Trump threatens almost all imports from China as Beijing fires back

Chinese and U.S. flags are set up for a signing ceremony during a visit by U.S. Secretary of Transportation Elaine Chao at China's Ministry of Transport in Beijing

Trump threatens to impose more trade tariffs on China

Trump previously ordered tariffs on $50 billion in Chinese goods in retaliation for Beijing's forced transfer of USA technology and for intellectual property theft. He said the move would be in retaliation for China's decision to raise tariffs on $50 billion in usa goods.

Trump said after the legal process is complete, these tariffs worth United States dollars 200 billion will go into effect if China refuses to change its practices.

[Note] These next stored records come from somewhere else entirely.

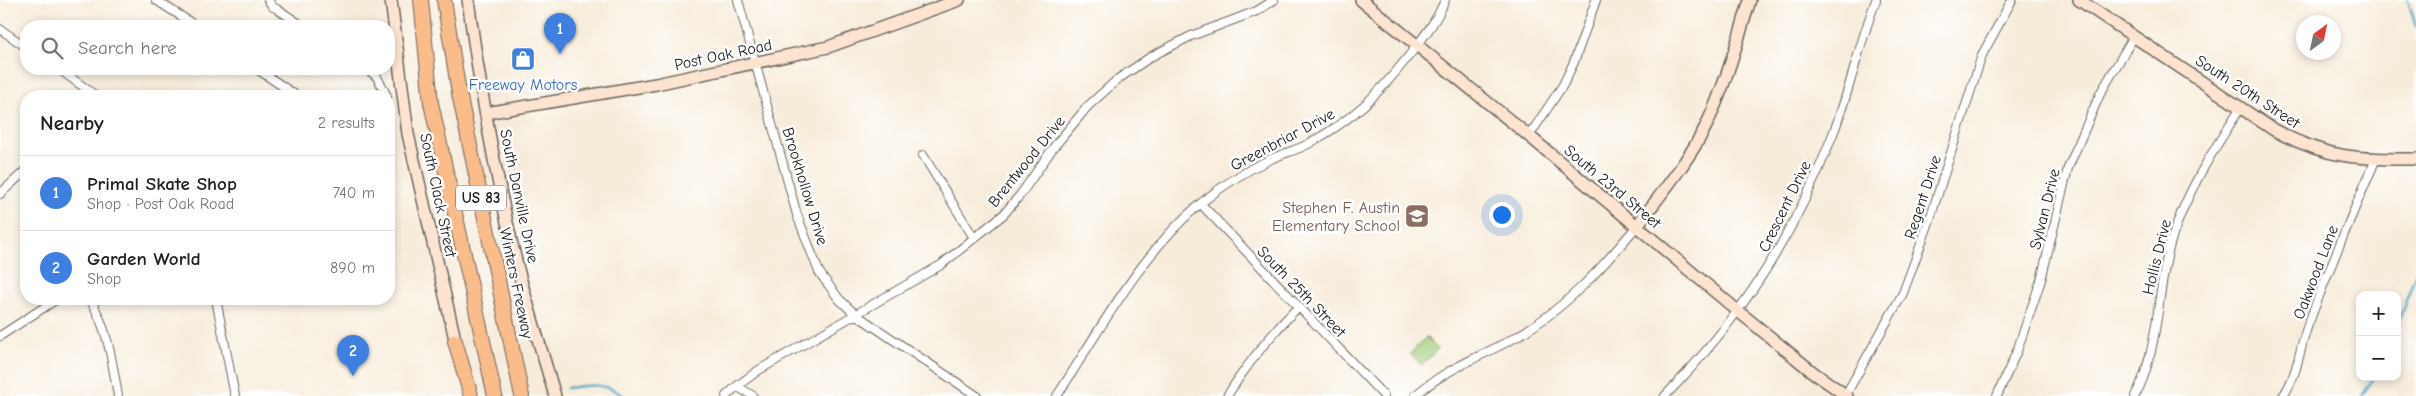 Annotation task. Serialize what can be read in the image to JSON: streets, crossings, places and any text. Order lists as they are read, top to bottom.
{
  "streets": {
    "highway": ["US 83", "Winters Freeway"],
    "street": [
      "Post Oak Road",
      "South 20th Street",
      "Greenbriar Drive",
      "Brentwood Drive",
      "Brookhollow Drive",
      "South 23rd Street",
      "South Clack Street",
      "South Danville Drive",
      "Regent Drive",
      "Crescent Drive",
      "Sylvan Drive",
      "Hollis Drive",
      "Oakwood Lane",
      "South 25th Street"
    ]
  },
  "crossings": [
    ["Post Oak Road", "Brookhollow Drive"],
    ["Post Oak Road", "South Danville Drive"],
    ["South 20th Street", "Sylvan Drive"],
    ["South 20th Street", "Hollis Drive"],
    ["South 20th Street", "Oakwood Lane"],
    ["Greenbriar Drive", "South 23rd Street"],
    ["Greenbriar Drive", "South 25th Street"],
    ["Brentwood Drive", "Brookhollow Drive"],
    ["South 23rd Street", "Regent Drive"],
    ["South 23rd Street", "Crescent Drive"]
  ],
  "places": {
    "shop": ["Freeway Motors"],
    "school or university": ["Stephen F. Austin Elementary School"]
  },
  "north": "top right",
  "page": {
    "pins": ["1", "2"],
    "search": "Search here",
    "heading": ["Nearby", "2 results"],
    "list": [
      {
        "mark": "1",
        "name": "Primal Skate Shop",
        "note": "Shop · Post Oak Road",
        "value": "740 m"
      },
      {
        "mark": "2",
        "name": "Garden World",
        "note": "Shop",
        "value": "890 m"
      }
    ],
    "map_buttons": ["+", "−"]
  }
}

Trump is moving forward with the measures after months of sometimes fraught shuttle diplomacy in which Chinese offers to purchase more American goods failed to assuage his grievances over a widening trade imbalance and China's aggressive industrial development policies.

The Trump administration also has threatened a tariff hike on another $100 billion of imports in its parallel dispute over Beijing's trade surplus, though it has yet to say when that might take effect.

In response, China announced tariffs on $34bn of USA goods including agricultural products, cars and marine products which will also take effect from 6 July.

"China's threat "clearly indicates its determination to keep the United States at a permanent and unfair disadvantage", Trump said Monday".

Due to Beijing matching the total amount of goods hit with tariffs, Trump said on Monday US time that China was "threatening United States companies, workers, and farmers who have done nothing wrong".

This move from President Trump could be counted as a countermeasure to China's decision to raise tariffs about $50 Billion on U.S products.

China's commerce ministry condemned the announcement, saying the USA was engaging in a "practice of extreme pressure and blackmail".

"If the USA becomes irrational and issues this list, China will have no choice but to adopt strong countermeasures of the same amount and quality", the statement said.

Mario Ritter adapted this story for VOA Learning English based on VOA, Reuters and AP news reports.

China's Commerce Ministry fired back in a statement, "The United States has kept changing its mind and now launched a trade war". Chinese authorities also pledged to add another 114 product categories to the existing list.

If the United States goes ahead with the new $200 billion tariffs, they are more likely to be directly felt by individuals than the previous round.

US President Donald Trump is playing a game of chicken with China. "China relationship", Mr. Navarro told reporters, citing the trade imbalance and China's campaign to acquire USA technology "by any means necessary".

The latest United States and China trade dispute has anxious investors and affected stock prices and the indexes that measure them. Yet it is also true that China is the biggest buyer, and as Russell put it, it would be easier for China to find new suppliers of crude than it would be for USA exporters to find new buyers.

"Trump appears to be employing a similar tactic he used with North Korea, by blustering first in order to gain an advantage in negotiations", said Kota Hirayama, senior emerging markets economist at SMBC Nikko Securities in Tokyo.

With support from the Trump administration in the USA, the question is whether China will also keep its hands off the iPhone.

Pompeo said he raised the issue with Chinese President Xi Jinping.

The small-cap Russell 2000 index, whose components are relatively more insulated to a global trade war, was down 0.51 percent.

The International Business Forum's Stephen Jacobi said the escalation of the tension was worrying for New Zealand in the medium to long term as it threatened to dampen global growth and undermine existing trade rules.